== WHAT IS REQUIRED ==
Filter the entries, keeping every line with the string "restore".

++++ DATA SUPPLIED

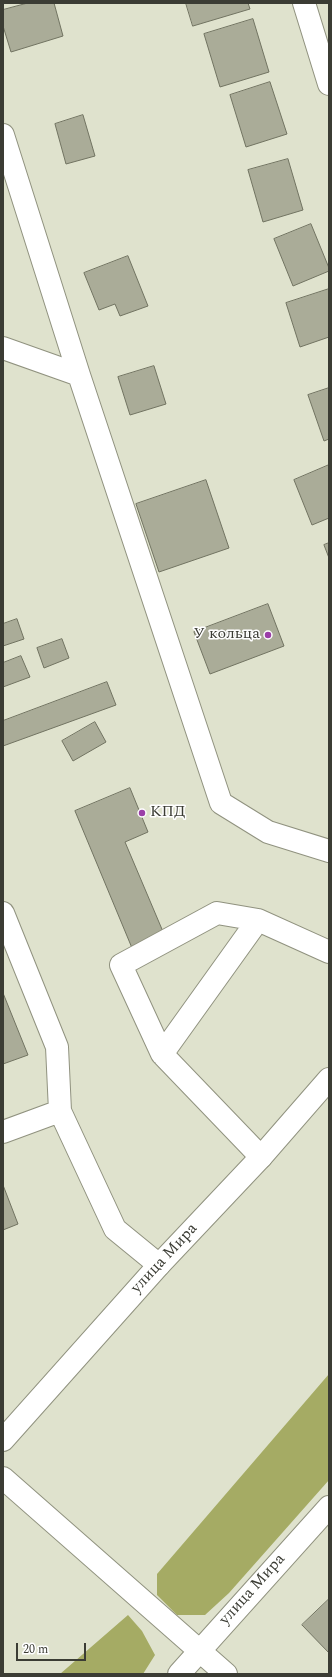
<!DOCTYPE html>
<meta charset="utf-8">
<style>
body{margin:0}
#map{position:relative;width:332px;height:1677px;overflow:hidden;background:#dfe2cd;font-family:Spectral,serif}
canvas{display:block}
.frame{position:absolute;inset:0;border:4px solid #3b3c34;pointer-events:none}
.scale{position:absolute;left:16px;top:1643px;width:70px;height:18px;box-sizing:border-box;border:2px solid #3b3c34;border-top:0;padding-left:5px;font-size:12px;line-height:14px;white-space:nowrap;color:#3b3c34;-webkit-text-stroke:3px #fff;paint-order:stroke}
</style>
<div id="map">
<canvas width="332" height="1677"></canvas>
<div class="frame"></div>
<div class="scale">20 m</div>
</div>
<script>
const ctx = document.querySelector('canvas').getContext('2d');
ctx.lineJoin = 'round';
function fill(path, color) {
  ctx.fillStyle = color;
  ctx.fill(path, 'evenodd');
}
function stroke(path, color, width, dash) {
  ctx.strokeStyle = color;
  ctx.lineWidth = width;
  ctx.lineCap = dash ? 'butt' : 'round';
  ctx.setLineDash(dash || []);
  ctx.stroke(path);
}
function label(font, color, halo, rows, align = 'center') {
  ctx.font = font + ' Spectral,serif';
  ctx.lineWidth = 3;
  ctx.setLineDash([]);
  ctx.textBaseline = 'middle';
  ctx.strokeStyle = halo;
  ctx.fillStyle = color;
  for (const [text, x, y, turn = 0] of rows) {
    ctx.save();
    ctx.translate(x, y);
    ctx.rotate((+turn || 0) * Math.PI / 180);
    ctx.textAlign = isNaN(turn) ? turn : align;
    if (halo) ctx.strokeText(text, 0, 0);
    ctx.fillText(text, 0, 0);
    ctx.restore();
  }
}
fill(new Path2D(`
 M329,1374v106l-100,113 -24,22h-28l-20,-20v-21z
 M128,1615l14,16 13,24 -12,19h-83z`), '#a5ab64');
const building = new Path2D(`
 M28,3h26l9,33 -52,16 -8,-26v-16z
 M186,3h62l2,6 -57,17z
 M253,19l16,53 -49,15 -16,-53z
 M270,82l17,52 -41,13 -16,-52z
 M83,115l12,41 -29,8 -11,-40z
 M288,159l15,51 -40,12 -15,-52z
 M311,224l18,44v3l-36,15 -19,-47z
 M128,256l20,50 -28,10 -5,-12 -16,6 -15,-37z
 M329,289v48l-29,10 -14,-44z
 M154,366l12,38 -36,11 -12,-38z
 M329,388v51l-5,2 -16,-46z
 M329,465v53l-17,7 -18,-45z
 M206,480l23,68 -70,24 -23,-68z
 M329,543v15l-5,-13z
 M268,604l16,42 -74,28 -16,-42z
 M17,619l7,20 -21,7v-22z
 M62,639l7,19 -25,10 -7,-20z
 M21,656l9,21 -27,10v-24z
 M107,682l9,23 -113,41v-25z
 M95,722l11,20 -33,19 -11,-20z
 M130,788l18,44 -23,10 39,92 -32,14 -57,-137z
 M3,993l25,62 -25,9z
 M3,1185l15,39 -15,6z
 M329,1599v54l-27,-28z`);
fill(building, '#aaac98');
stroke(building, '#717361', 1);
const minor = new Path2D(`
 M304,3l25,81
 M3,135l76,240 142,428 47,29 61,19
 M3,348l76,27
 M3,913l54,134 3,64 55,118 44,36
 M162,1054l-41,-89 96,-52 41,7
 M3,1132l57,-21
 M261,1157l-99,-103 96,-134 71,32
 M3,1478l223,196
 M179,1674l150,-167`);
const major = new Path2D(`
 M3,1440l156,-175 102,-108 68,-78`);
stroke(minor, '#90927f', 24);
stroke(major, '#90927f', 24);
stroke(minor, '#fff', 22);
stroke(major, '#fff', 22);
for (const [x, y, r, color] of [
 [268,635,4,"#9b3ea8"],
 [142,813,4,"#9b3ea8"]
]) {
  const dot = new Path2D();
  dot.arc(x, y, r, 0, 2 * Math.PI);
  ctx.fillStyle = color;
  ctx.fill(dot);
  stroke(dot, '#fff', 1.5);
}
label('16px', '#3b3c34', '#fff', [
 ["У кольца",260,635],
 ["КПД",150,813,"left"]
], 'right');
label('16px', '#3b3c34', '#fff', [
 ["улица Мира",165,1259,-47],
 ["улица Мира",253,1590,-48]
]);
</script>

++++++++
++++ DATA SUPPLIED

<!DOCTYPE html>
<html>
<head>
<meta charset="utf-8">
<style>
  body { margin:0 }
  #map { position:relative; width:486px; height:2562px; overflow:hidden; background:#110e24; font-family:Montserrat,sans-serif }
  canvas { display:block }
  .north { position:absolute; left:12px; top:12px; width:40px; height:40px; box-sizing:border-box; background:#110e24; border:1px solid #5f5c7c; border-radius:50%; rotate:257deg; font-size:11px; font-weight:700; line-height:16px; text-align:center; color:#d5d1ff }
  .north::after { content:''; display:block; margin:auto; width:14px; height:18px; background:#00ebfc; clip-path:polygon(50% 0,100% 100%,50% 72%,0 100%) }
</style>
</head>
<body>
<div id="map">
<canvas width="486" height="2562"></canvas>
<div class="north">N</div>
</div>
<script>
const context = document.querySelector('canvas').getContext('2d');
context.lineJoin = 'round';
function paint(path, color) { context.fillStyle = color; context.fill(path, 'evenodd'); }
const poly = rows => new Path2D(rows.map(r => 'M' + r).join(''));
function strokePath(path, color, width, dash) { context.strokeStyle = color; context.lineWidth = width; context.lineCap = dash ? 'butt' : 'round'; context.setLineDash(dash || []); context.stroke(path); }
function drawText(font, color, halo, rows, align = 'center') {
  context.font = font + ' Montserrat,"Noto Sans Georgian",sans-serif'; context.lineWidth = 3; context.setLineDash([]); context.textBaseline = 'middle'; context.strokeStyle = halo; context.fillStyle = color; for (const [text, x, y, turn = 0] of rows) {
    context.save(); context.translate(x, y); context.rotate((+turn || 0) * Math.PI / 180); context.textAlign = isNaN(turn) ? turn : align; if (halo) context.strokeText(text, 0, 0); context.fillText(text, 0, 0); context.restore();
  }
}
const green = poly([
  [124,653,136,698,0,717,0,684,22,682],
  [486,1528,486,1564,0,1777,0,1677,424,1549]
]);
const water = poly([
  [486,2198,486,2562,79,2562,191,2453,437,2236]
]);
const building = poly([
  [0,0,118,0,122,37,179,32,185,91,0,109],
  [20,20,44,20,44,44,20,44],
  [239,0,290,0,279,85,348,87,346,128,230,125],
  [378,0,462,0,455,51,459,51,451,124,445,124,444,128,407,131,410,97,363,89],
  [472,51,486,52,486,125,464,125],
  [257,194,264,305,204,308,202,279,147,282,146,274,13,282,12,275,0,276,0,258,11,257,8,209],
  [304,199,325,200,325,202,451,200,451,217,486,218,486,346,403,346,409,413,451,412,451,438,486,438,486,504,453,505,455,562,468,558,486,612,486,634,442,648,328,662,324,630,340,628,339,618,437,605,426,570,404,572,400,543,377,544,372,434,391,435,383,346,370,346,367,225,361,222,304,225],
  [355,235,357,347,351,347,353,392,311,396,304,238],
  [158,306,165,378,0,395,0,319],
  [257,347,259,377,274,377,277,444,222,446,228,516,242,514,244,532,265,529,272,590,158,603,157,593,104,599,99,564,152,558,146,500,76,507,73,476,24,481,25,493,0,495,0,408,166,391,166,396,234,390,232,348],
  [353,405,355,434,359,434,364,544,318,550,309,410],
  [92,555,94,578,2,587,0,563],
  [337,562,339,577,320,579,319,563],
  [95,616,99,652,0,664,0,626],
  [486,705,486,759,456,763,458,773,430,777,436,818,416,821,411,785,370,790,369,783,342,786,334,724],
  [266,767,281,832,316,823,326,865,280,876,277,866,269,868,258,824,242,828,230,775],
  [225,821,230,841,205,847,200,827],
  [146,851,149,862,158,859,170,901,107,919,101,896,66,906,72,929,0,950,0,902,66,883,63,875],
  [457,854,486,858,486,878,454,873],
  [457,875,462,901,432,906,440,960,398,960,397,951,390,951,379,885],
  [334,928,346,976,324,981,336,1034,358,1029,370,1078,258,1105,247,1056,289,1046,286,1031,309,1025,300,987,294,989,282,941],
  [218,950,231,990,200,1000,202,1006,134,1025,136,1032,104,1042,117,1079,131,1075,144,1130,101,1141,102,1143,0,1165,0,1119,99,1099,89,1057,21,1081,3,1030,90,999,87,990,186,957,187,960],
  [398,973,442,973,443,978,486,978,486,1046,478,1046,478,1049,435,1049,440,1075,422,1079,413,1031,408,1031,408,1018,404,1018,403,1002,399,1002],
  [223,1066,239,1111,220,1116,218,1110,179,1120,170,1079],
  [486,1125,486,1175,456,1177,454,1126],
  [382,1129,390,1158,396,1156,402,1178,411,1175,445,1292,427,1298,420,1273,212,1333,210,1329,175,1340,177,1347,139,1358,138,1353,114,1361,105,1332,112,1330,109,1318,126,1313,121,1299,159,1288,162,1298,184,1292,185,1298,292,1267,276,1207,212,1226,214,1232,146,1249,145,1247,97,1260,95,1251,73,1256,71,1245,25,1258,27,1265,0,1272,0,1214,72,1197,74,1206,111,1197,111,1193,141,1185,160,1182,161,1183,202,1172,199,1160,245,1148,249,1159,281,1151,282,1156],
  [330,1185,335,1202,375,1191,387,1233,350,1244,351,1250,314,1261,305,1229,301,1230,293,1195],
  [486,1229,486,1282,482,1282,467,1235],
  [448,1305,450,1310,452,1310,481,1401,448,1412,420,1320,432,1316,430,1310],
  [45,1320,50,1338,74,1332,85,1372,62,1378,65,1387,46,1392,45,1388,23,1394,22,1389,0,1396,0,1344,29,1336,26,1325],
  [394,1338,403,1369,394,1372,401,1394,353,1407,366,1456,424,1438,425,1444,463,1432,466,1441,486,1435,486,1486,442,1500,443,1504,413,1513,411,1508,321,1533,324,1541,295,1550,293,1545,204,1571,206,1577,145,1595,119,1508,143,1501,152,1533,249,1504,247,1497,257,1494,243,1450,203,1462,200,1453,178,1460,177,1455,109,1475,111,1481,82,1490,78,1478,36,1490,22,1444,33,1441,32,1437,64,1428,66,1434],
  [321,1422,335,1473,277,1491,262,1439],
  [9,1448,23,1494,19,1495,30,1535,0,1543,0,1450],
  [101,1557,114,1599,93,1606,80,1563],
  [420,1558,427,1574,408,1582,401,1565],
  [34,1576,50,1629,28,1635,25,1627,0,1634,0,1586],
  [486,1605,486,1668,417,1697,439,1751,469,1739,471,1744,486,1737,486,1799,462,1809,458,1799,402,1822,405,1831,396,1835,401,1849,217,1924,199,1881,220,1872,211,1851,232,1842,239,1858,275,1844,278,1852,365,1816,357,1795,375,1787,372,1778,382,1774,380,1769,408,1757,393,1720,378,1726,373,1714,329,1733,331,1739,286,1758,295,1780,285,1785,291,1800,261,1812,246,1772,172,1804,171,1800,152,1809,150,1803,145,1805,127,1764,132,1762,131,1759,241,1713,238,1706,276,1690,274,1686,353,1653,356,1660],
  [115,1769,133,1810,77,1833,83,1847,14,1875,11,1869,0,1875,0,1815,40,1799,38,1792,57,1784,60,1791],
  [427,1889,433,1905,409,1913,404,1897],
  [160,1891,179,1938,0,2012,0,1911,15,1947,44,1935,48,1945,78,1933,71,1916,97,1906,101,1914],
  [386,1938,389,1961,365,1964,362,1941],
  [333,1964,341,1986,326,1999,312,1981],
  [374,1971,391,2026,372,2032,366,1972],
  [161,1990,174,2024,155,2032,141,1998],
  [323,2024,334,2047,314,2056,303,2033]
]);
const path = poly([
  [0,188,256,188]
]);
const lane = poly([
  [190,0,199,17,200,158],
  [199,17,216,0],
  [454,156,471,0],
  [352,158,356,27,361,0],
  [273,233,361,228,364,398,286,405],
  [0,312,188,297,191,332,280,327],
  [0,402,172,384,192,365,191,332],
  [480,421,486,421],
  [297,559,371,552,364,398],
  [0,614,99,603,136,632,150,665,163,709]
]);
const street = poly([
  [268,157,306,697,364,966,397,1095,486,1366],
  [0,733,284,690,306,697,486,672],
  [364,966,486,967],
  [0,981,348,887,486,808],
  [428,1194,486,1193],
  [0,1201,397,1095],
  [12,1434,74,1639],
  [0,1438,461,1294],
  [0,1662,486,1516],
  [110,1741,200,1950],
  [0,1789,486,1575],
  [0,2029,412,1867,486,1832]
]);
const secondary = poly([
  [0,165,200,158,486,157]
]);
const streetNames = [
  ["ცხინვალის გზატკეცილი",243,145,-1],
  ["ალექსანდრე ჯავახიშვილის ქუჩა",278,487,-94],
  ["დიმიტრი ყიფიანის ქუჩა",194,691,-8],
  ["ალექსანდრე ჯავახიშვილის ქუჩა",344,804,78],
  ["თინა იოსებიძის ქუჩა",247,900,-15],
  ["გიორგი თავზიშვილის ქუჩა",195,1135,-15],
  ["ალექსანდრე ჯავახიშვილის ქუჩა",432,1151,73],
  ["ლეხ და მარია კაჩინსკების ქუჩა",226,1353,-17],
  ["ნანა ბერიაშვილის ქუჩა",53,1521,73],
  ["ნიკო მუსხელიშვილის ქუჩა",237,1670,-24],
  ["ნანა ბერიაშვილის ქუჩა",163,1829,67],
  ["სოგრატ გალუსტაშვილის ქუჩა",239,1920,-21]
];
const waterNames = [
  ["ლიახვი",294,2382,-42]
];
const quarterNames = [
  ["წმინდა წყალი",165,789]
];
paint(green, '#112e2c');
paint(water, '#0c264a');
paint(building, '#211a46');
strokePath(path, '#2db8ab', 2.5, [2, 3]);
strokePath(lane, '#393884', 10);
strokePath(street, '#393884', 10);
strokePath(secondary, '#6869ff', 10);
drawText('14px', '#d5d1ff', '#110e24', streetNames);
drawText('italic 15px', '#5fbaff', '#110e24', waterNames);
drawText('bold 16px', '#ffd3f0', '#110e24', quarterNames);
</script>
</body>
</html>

++++++++

== RESULT ==
    ctx.restore();
    context.save(); context.translate(x, y); context.rotate((+turn || 0) * Math.PI / 180); context.textAlign = isNaN(turn) ? turn : align; if (halo) context.strokeText(text, 0, 0); context.fillText(text, 0, 0); context.restore();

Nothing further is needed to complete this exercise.